Your instructions — Give every line of the material back exactly, images removed.

::::::

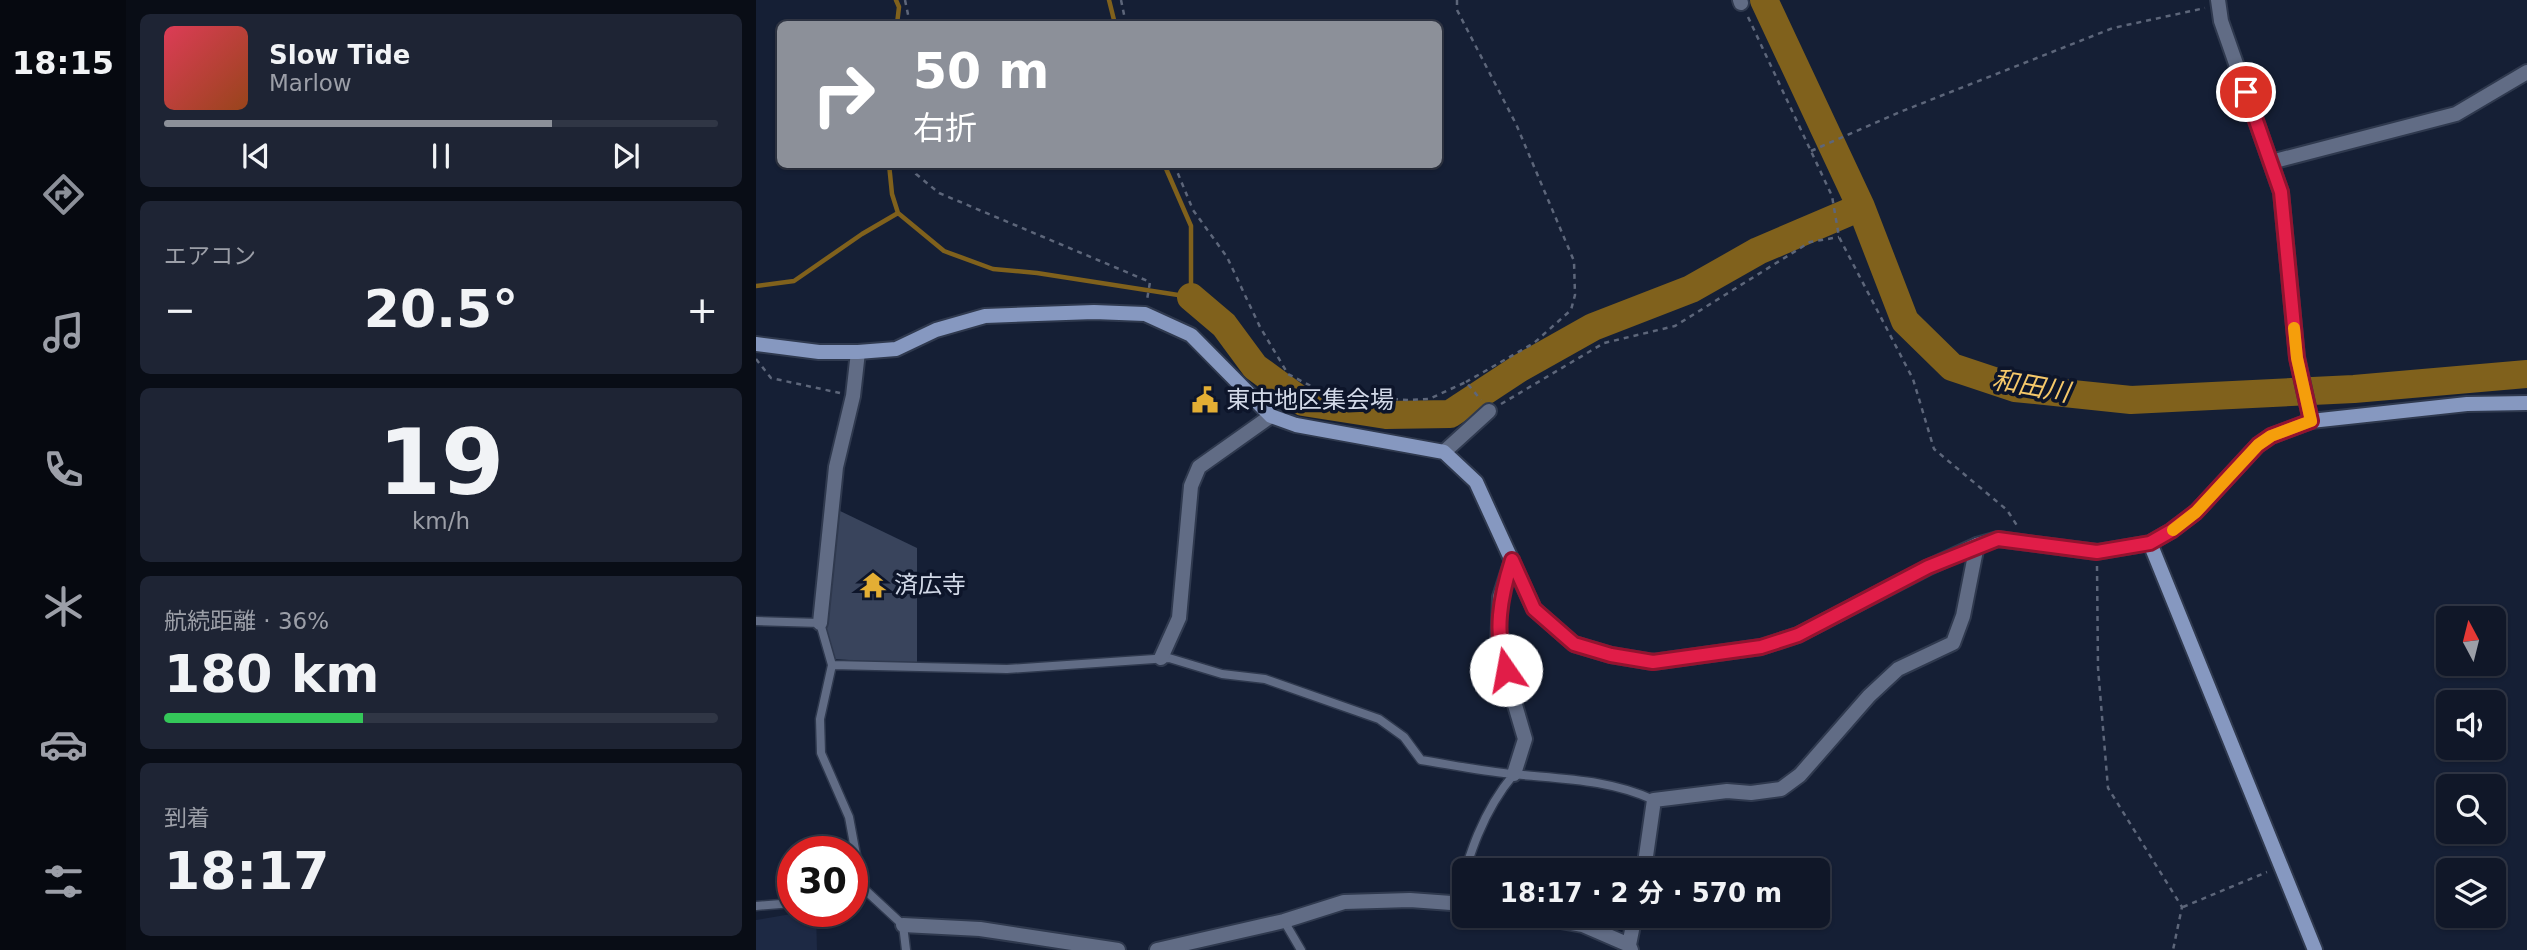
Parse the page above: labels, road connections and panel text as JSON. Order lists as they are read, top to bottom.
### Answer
{
  "water": ["和田川"],
  "places": {
    "public building": ["東中地区集会場"],
    "temple": ["済広寺"]
  },
  "north": "top",
  "page": {
    "tabs": "18:15",
    "turn": ["50 m", "右折"],
    "song": ["Slow Tide", "Marlow"],
    "tile": [
      "エアコン",
      ["19", "km/h"],
      ["航続距離 · 36%", "180 km"],
      ["到着", "18:17"]
    ],
    "heat": ["−", "20.5°", "+"],
    "limit": "30",
    "trip": "18:17 · 2 分 · 570 m"
  }
}
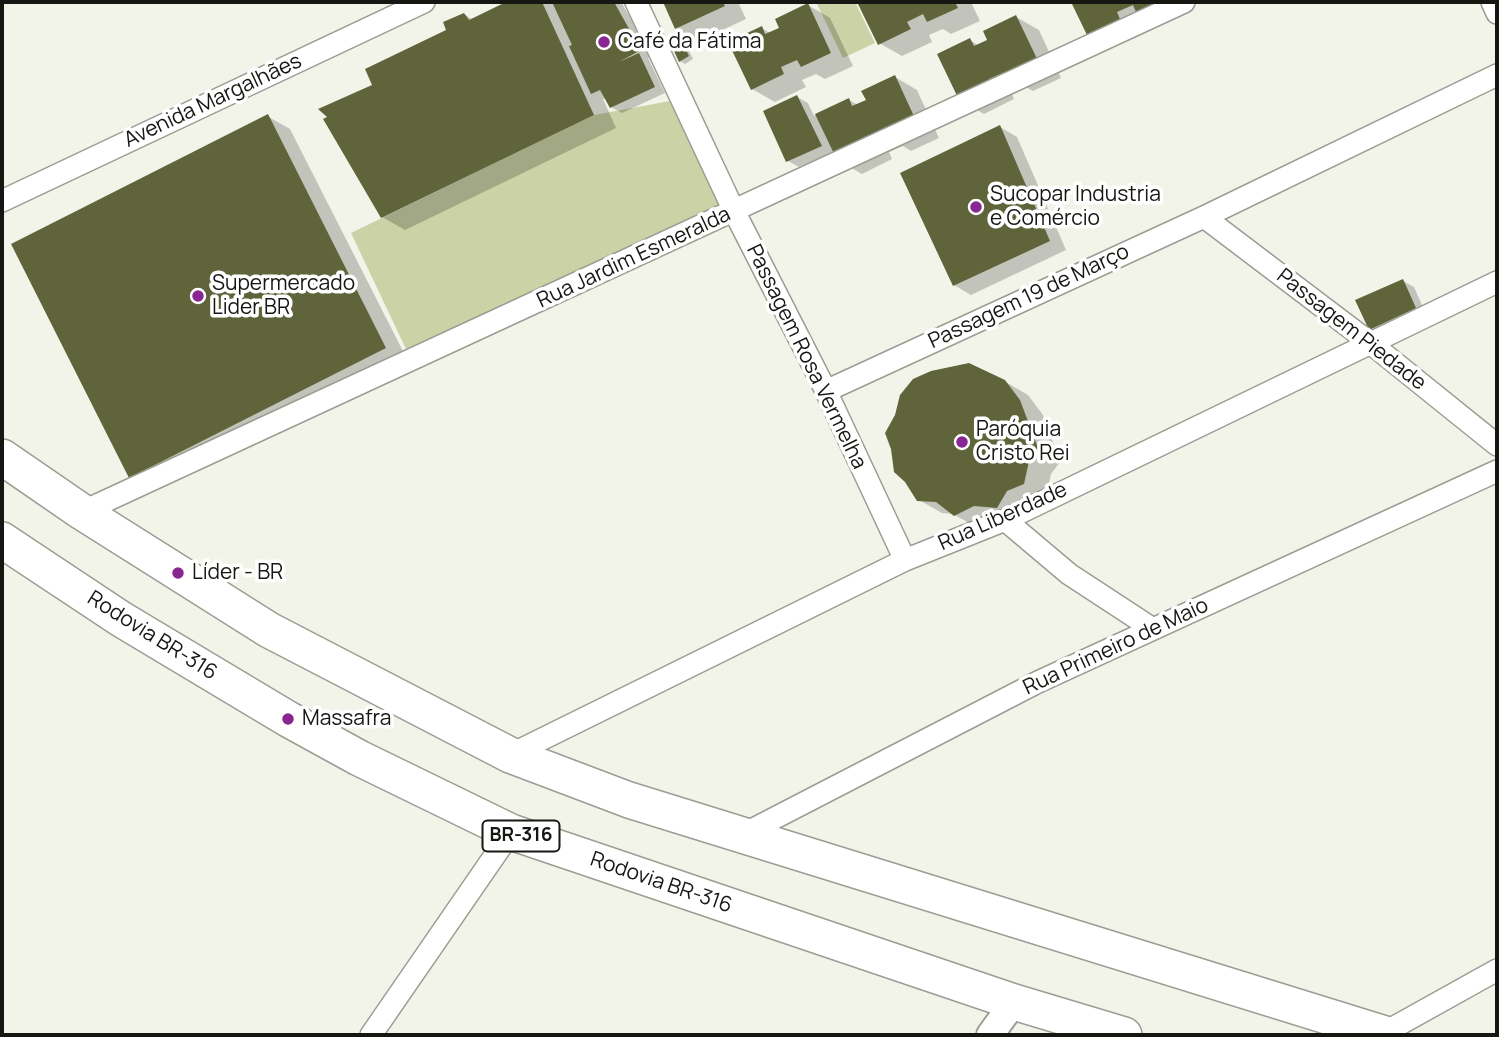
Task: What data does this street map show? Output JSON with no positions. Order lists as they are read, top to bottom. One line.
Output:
{"streets":{"highway":["Rodovia BR-316","BR-316"],"street":["Avenida Margalhães","Rua Jardim Esmeralda","Passagem 19 de Março","Passagem Piedade","Passagem Rosa Vermelha","Rua Liberdade","Rua Primeiro de Maio"]},"crossings":[["Rua Jardim Esmeralda","Passagem Rosa Vermelha"],["Passagem 19 de Março","Passagem Piedade"],["Passagem 19 de Março","Passagem Rosa Vermelha"],["Passagem Piedade","Rua Liberdade"],["Passagem Rosa Vermelha","Rua Liberdade"]],"places":["Café da Fátima","Sucopar Industria e Comércio","Supermercado Lider BR","Paróquia Cristo Rei","Líder - BR","Massafra"]}
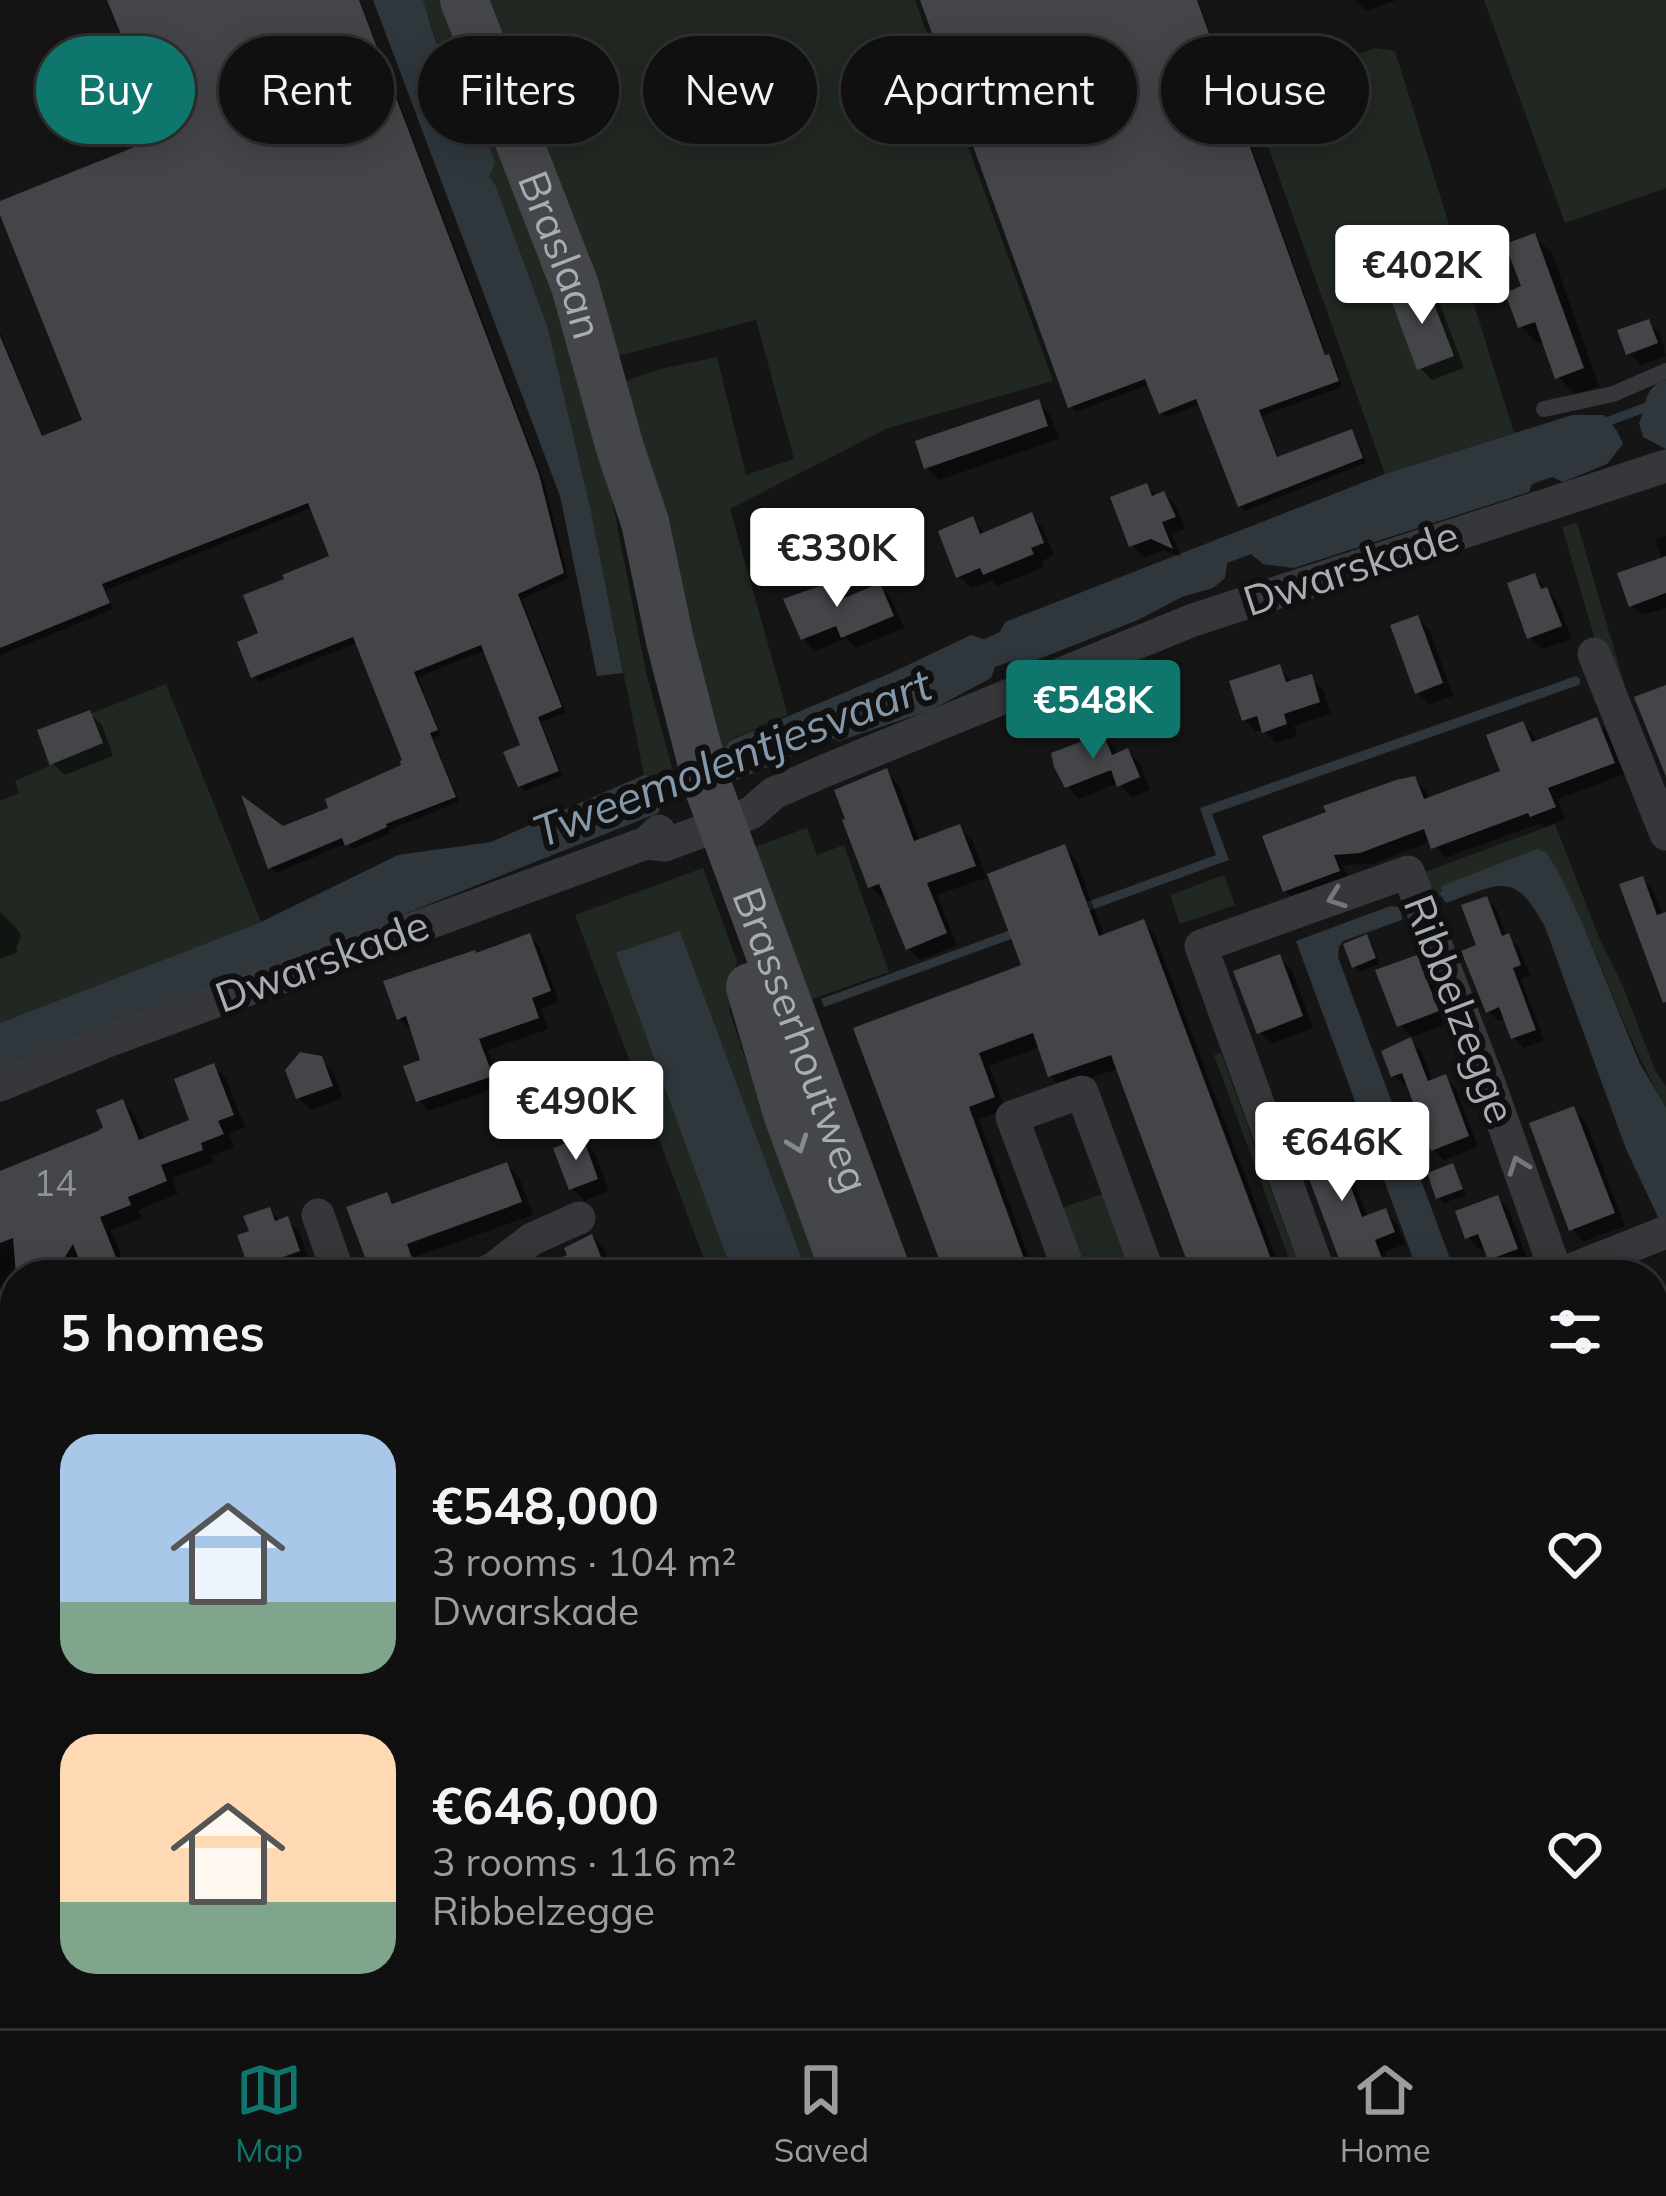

::::::

Answer to this task —
Parse the page above: labels, road connections and panel text as JSON. Order lists as they are read, top to bottom.
### Answer
{
  "water": ["和田川"],
  "places": {
    "public building": ["東中地区集会場"],
    "temple": ["済広寺"]
  },
  "north": "top",
  "page": {
    "tabs": "18:15",
    "turn": ["50 m", "右折"],
    "song": ["Slow Tide", "Marlow"],
    "tile": [
      "エアコン",
      ["19", "km/h"],
      ["航続距離 · 36%", "180 km"],
      ["到着", "18:17"]
    ],
    "heat": ["−", "20.5°", "+"],
    "limit": "30",
    "trip": "18:17 · 2 分 · 570 m"
  }
}
Task: What data does this street map show? Output JSON with no positions. Order lists as they are read, top to bottom. One line.
Output:
{"streets":{"highway":["Rodovia BR-316","BR-316"],"street":["Avenida Margalhães","Rua Jardim Esmeralda","Passagem 19 de Março","Passagem Piedade","Passagem Rosa Vermelha","Rua Liberdade","Rua Primeiro de Maio"]},"crossings":[["Rua Jardim Esmeralda","Passagem Rosa Vermelha"],["Passagem 19 de Março","Passagem Piedade"],["Passagem 19 de Março","Passagem Rosa Vermelha"],["Passagem Piedade","Rua Liberdade"],["Passagem Rosa Vermelha","Rua Liberdade"]],"places":["Café da Fátima","Sucopar Industria e Comércio","Supermercado Lider BR","Paróquia Cristo Rei","Líder - BR","Massafra"]}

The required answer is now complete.